To assess the skills demonstrated by students during this lesson, instructors will use the rubric shown in Table 1. This rubric is based upon the “Holistic Critical Thinking Scoring Rubric” that focuses on assessing critical thinking skills, as defined by Facione & Facione, (1994) and Facione (1990).

 

 

Table 1

Lesson Rubric to Assess Student Skills

Assessment/Skill Consistently does all or almost all of the following Does many or most of the following Does more or many of the following Consistently does all or almost all of the following
Interpretation Deciphers, clarifies, and categorizes key elements of the policy. Deciphers, clarifies, and categorizes key elements of the policy. Misunderstands and incorrectly categorizes key elements of the policy. Offers incorrect or biased understanding and categorizations of the key elements of the policy.
Analysis Examines and identifies the most important reasons or claims that support the group argument. Examines and identifies relevant reasons or claims that support the group argument. Examines but fails to identify relevant reasons or claims that support the group argument. Examines but rejects relevant reasons or claims that support the group argument.
Evaluation Reflectively assesses the claims and arguments of group members. Assesses the more obvious claims and arguments of group members. Ignores or superficially assess the claims and arguments of group members. Ignores or superficially assess the claims and arguments of group members.
Inference Searches for evidence, suggests strong alternatives, and defines judicious conclusions for the argument. Searches for evidence, suggests alternatives, and defines conclusions for the argument. Searches for evidence, but suggests weak, irrelevant, or incorrect alternatives and conclusions for the argument. Does not search for evidence and suggests weak, irrelevant, incorrect, or no alternatives and conclusions for the argument.
Explanation Judiciously justifies reasoning and presents results to support the argument. Justifies some reasoning and presents some results to support the argument. Infrequently justifies reasoning and seldom presents results to support the argument. Does not justify or put forth reasoning and results to support the argument.
Self-Regulation Carefully and openly examines the viewpoints of others and evolves or corrects their own viewpoint accordingly. Examines the viewpoints of others and evolves or corrects their own viewpoint accordingly. Examines the viewpoints of others, but may disregard these views based on self-interest or preconceptions. May examine the viewpoints of others, and disregards these views based on close-mindedness, self-interest or preconceptions.
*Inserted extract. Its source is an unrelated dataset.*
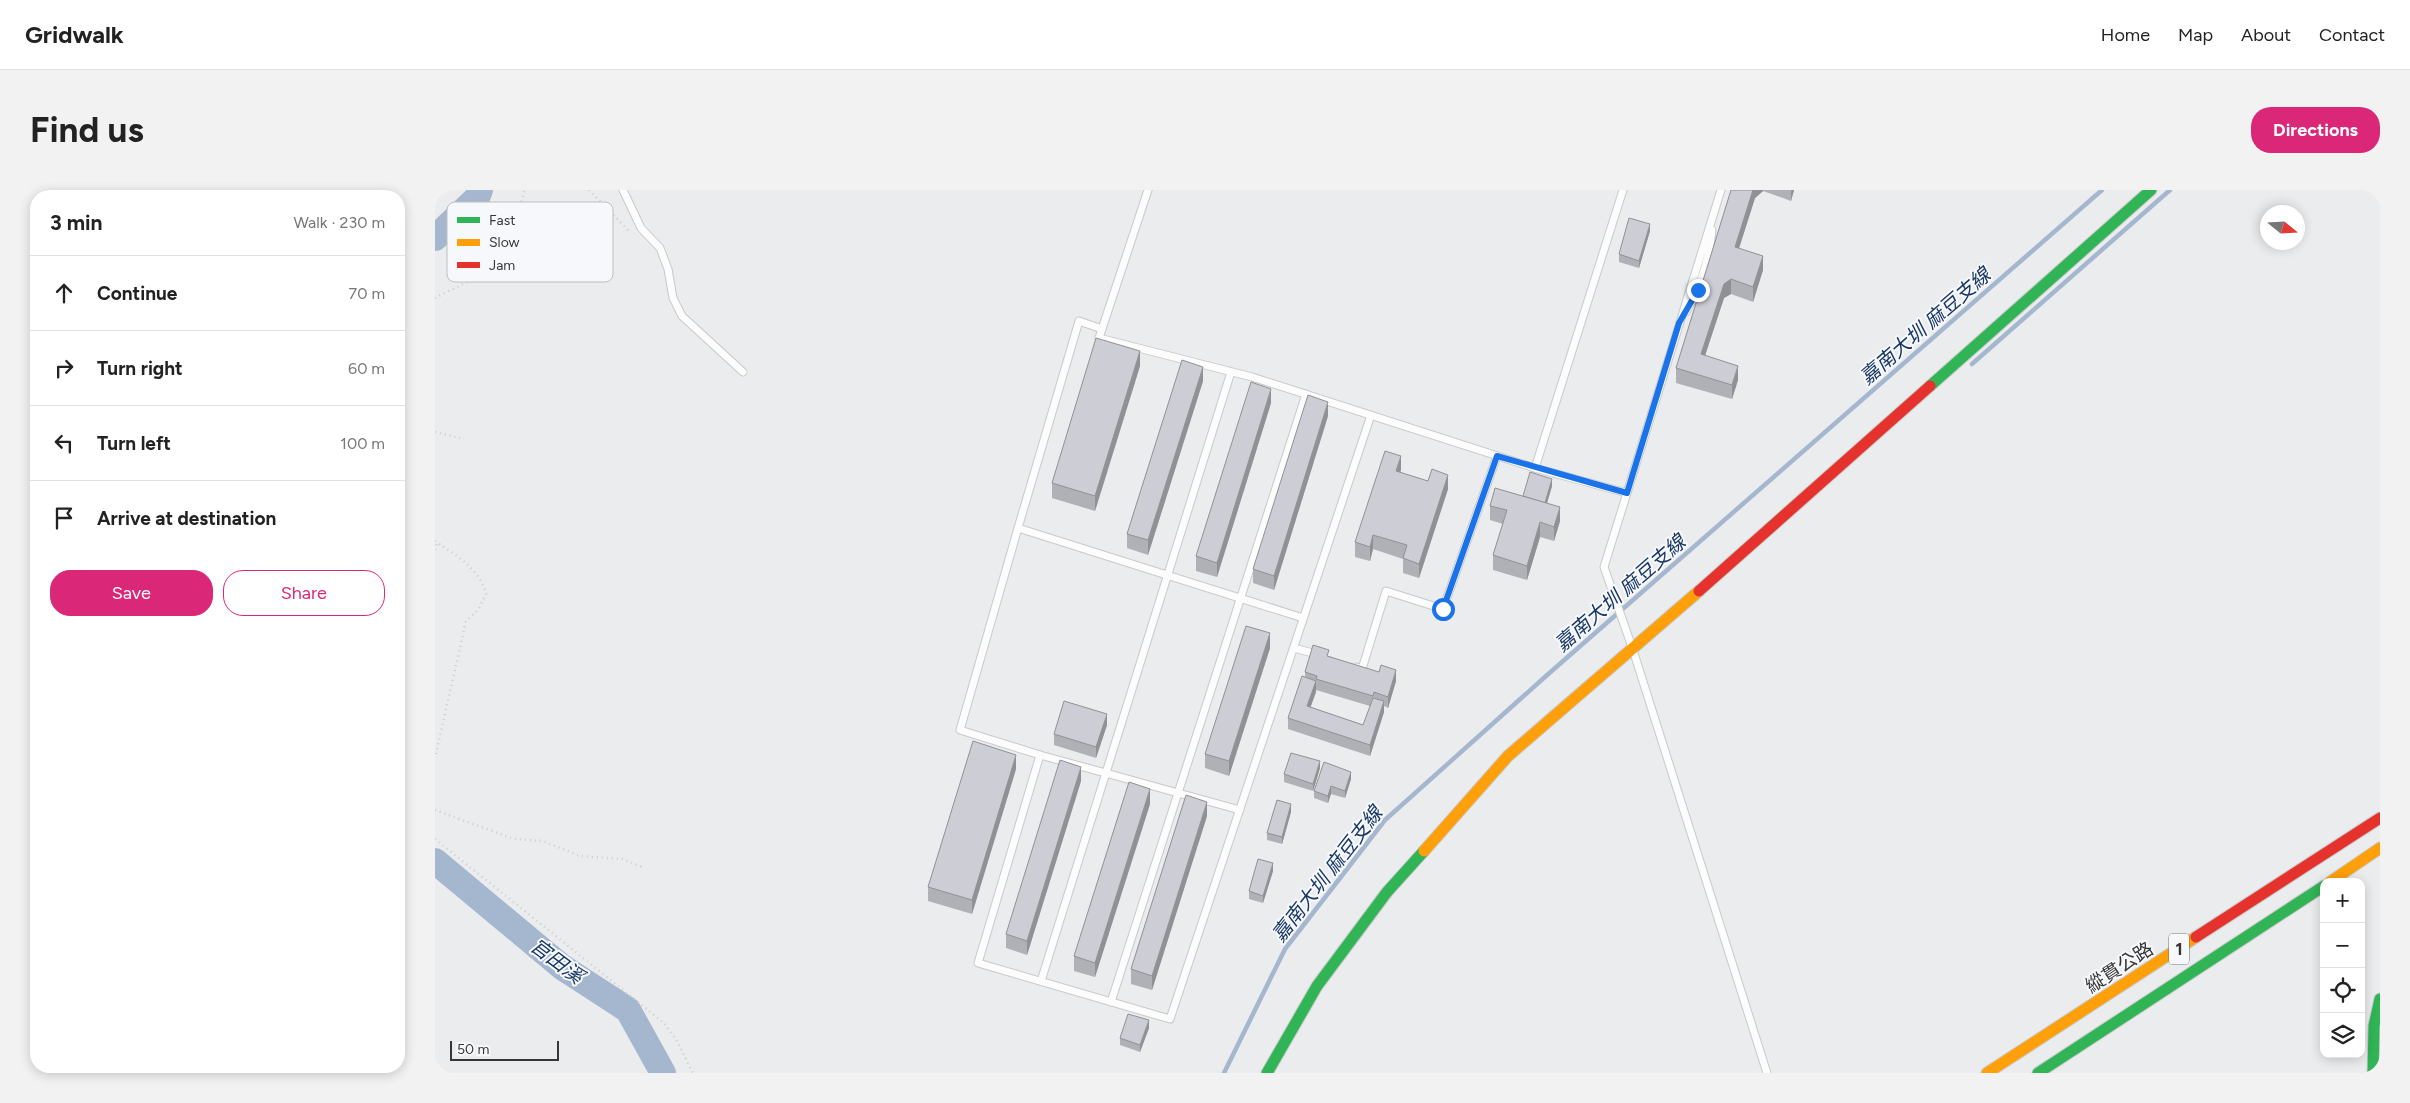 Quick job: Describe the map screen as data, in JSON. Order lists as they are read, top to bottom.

Note: Adapted from “Holistic critical thinking scoring rubric,” by P.A. Facione and N.C Facione, 1994, Millbrae, CA: California Academic Press. Copyright 1994 by the California Academic Press LLC.


Conclusion

This online lesson will teach critical thinking and collaboration skills using the OCL theory to inform the activities performed by the students. The students will work in groups to construct their knowledge and opinion of a given policy, and form their own knowledge community, while the instructor acts as moderator and facilitator (Harasim, 2012). Students will utilize a Discussion Board and Google Drive to asynchronously collaborate. During the debate, students will use a Video Conferencing tool to synchronously interact. The instructor will assess the students’ performance using a rubric geared towards assessing critical thinking skills.

References

Facione, P.A. (1990). Critical thinking: A statement of expert consensus for purposes of educational assessment and instruction. Retrieved from http://eric.ed.gov/?id=ED315423

Facione, P. A., & Facione, N. C. (1994). Holistic critical thinking scoring rubric. Millbrae, CA: California Academic Press.

Harasim, L. (2012). Learning theory and online technologies. New York, NY: Routledge.
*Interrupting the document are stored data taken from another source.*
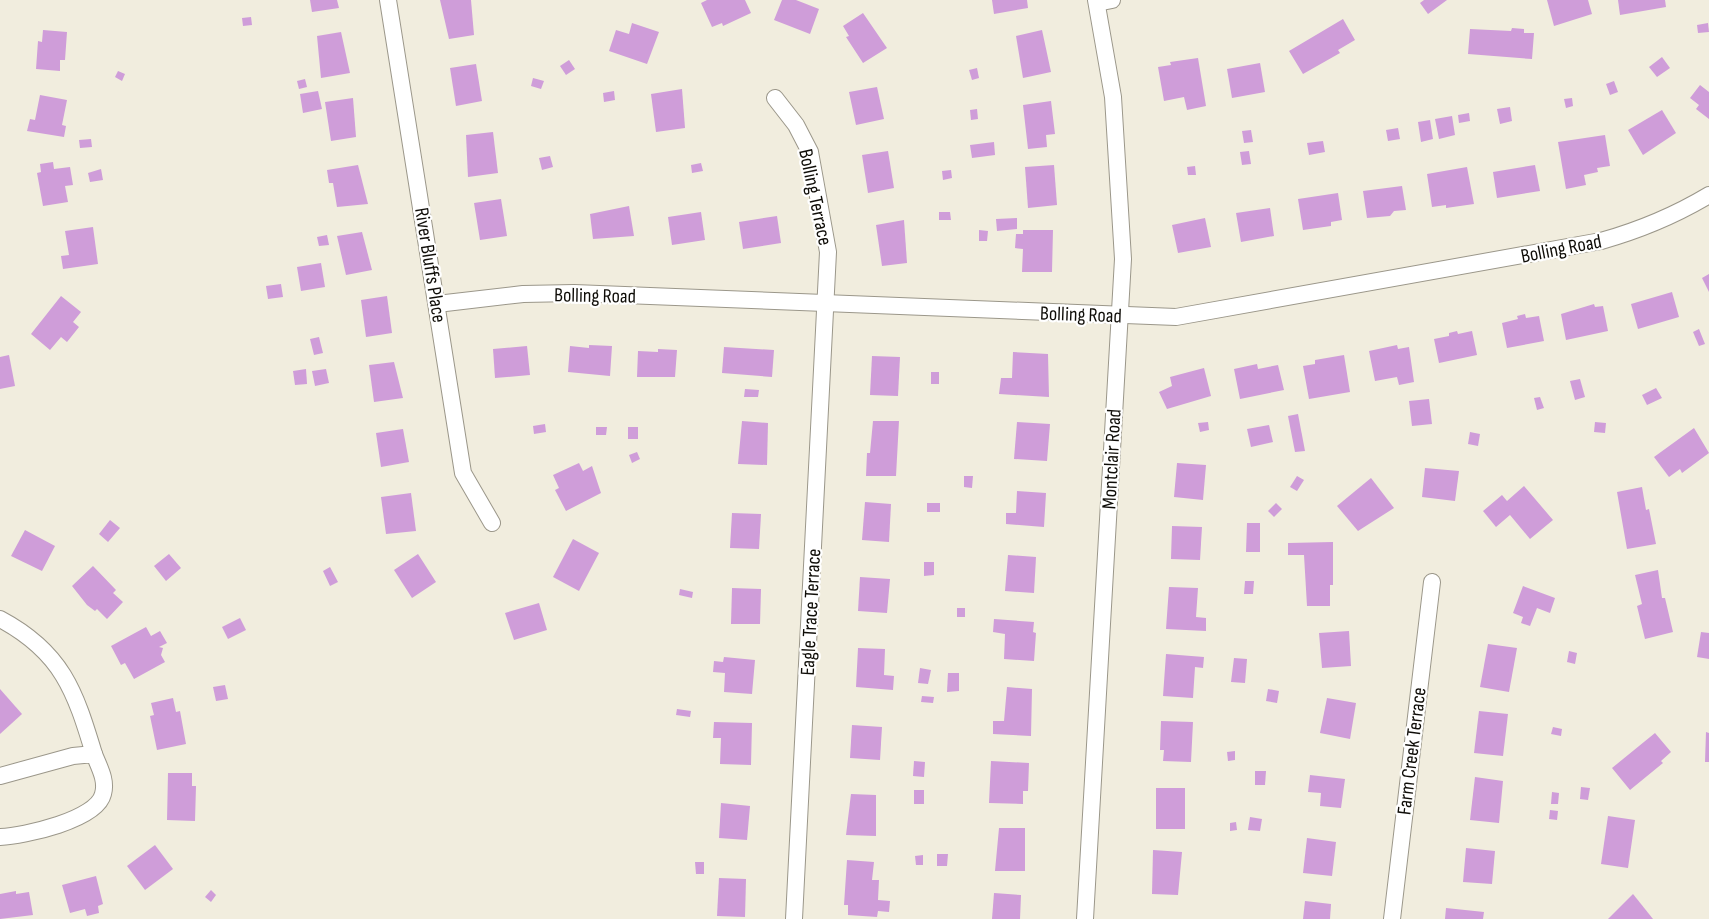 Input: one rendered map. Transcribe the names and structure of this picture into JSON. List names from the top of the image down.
{
  "streets": {
    "street": [
      "Bolling Terrace",
      "Bolling Road",
      "River Bluffs Place",
      "Montclair Road",
      "Eagle Trace Terrace",
      "Farm Creek Terrace"
    ]
  },
  "crossings": [
    ["Bolling Terrace", "Bolling Road"],
    ["Bolling Terrace", "Eagle Trace Terrace"],
    ["Bolling Road", "River Bluffs Place"],
    ["Bolling Road", "Montclair Road"],
    ["Bolling Road", "Eagle Trace Terrace"]
  ]
}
Lee, M. & McLoughlin, C. (2010). Beyond distance and time constraints. Applying social networking tools and Web 2.0 approaches in distance education.  In G. Veletstianos (Ed.), Emerging technologies in distance education (pp. 61-87). Edmunton, AB: Athabasca University Press.

Peirce, W. (2006, January). Designing rubrics for assessing higher order thinking. Paper presented at the meeting of the Association of Faculties of Community College Teaching, Columbia, MD.